One of my favorite books then was “The Yearling” by Marjorie Kinnan Rawlings, about a boy and an orphaned fawn he adopts. And though I’m about as unlikely a person to adopt a deer as anyone I know, this novel has always nested in my imagination. Books we love can often exist in this timeless land, and even today, if I happen to be in a library in another city I will sometimes wend my way to the fiction section to find “The Yearling.” I’ll read its last several pages and I’ll fall out of time, with no years separating the boy I once was and the older man I have since become.

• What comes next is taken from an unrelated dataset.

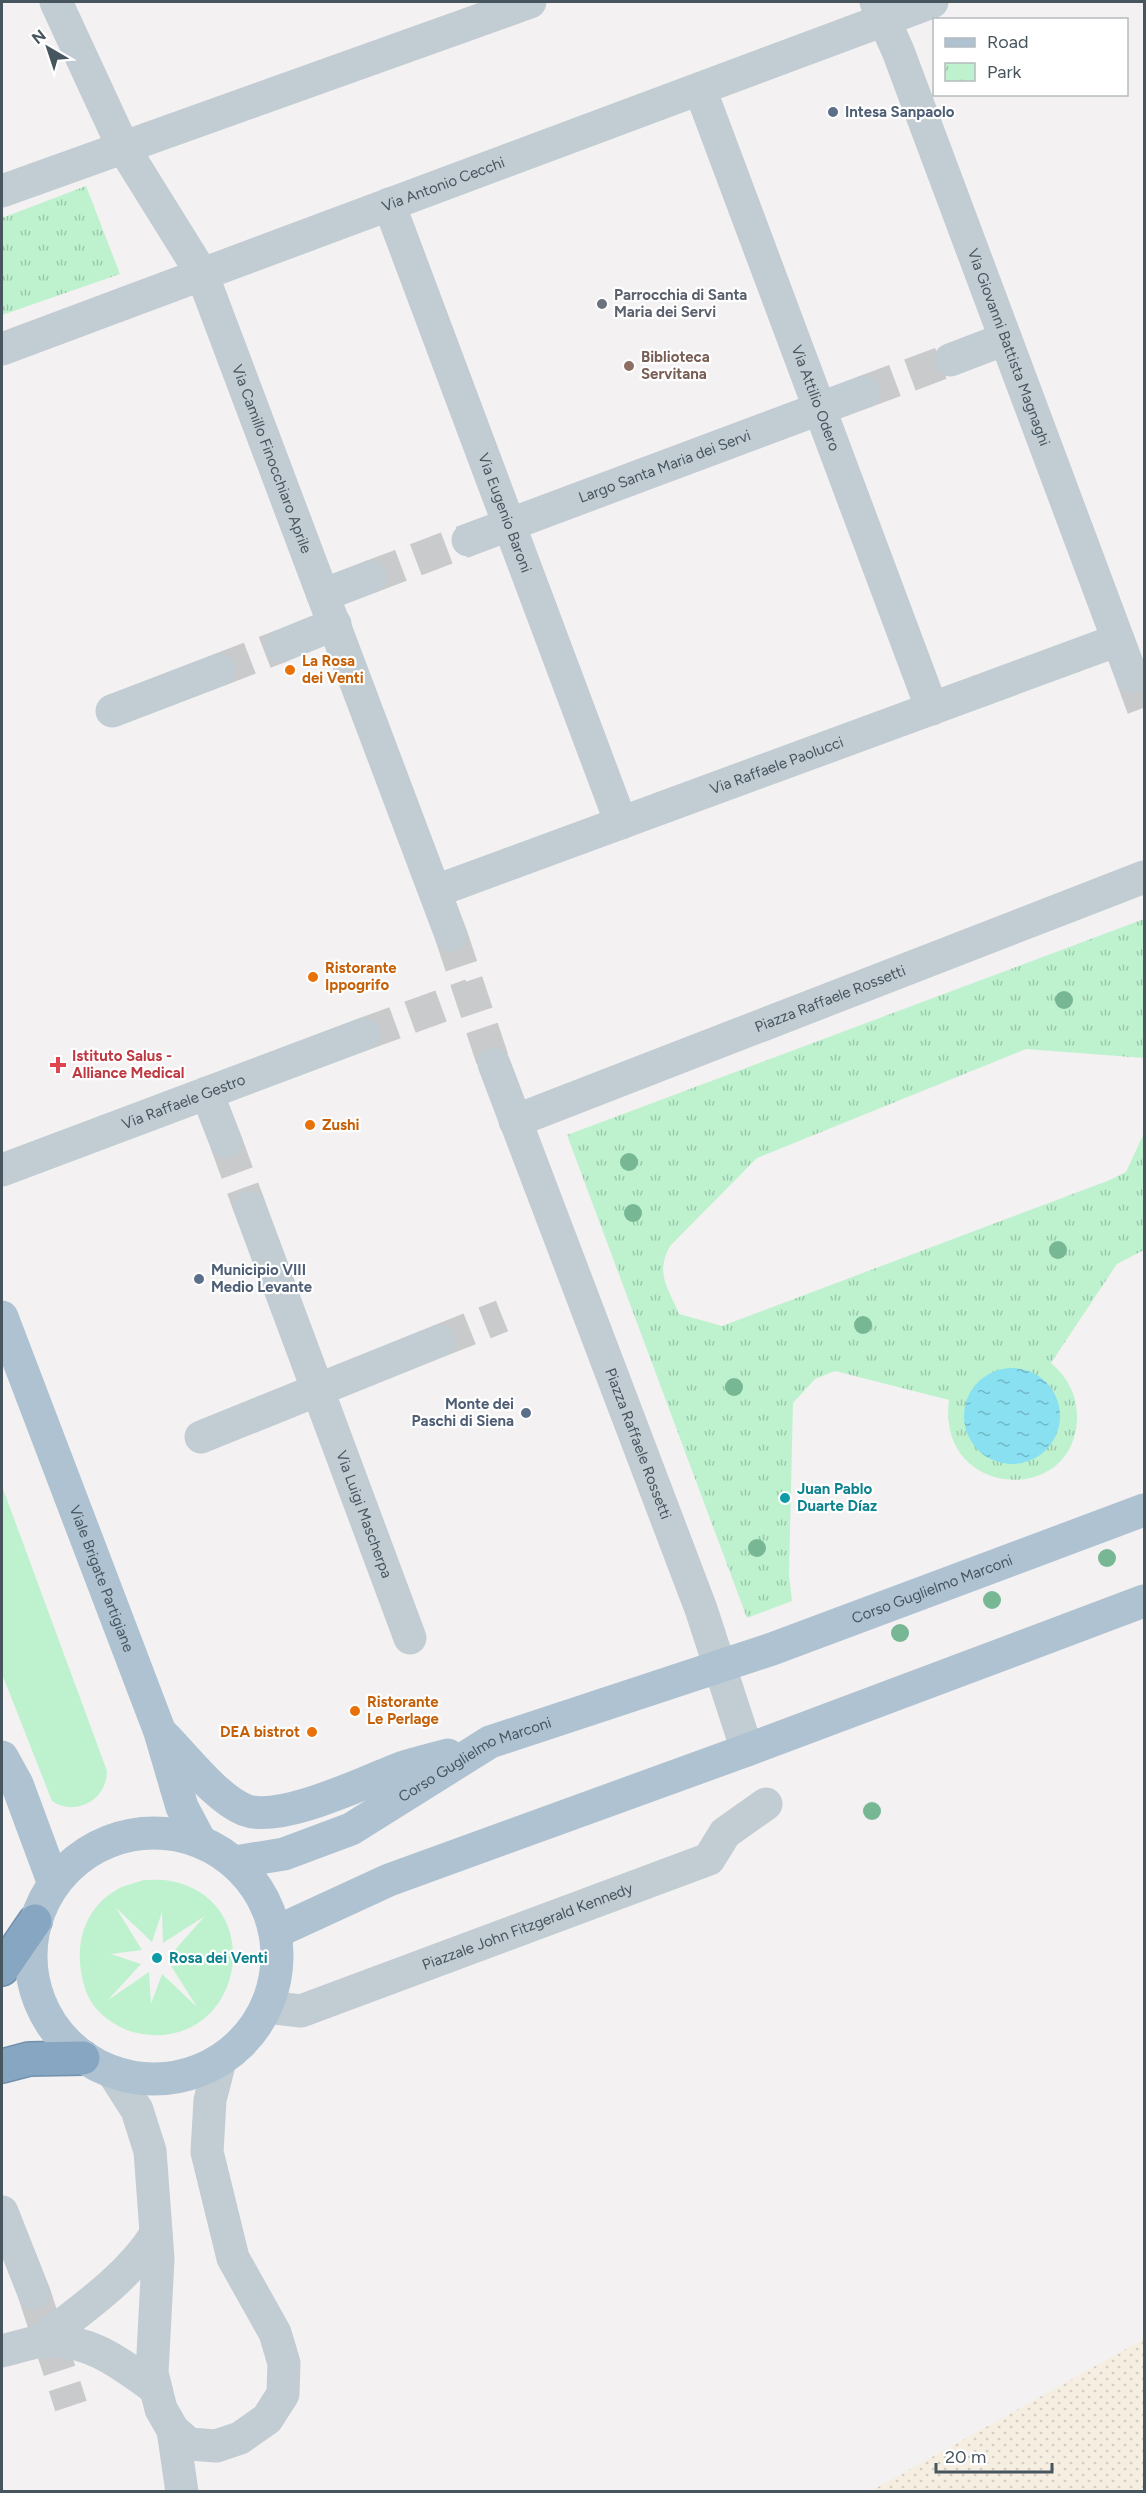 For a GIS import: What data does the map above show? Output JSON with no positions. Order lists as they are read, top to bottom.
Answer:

What I didn’t know sitting on that floor as a boy, is that a public library — its books, its computers, its lecture series, its English learners classes, its Maker Labs — is a creation that protects and passes along our shared and evolving knowledge. Existing for more than 5,000 years since the time of Mesopotamian clay tablets, a library is a community’s essential public service, for it exists as a democratic cornerstone that espouses our highest ideals: our openness, our pluralism, our empathy. Everyone who walks through its doors is treated equally, as someone who is a seeker of knowledge. Enter as the person you are and the library will shelter you: no one’s life is evicted.
“The America I love still exists,” wrote the novelist Kurt Vonnegut. “Not in the White House or Supreme Court or Senate or the House of Representatives. The America I love still exists at the front desks of our public libraries.”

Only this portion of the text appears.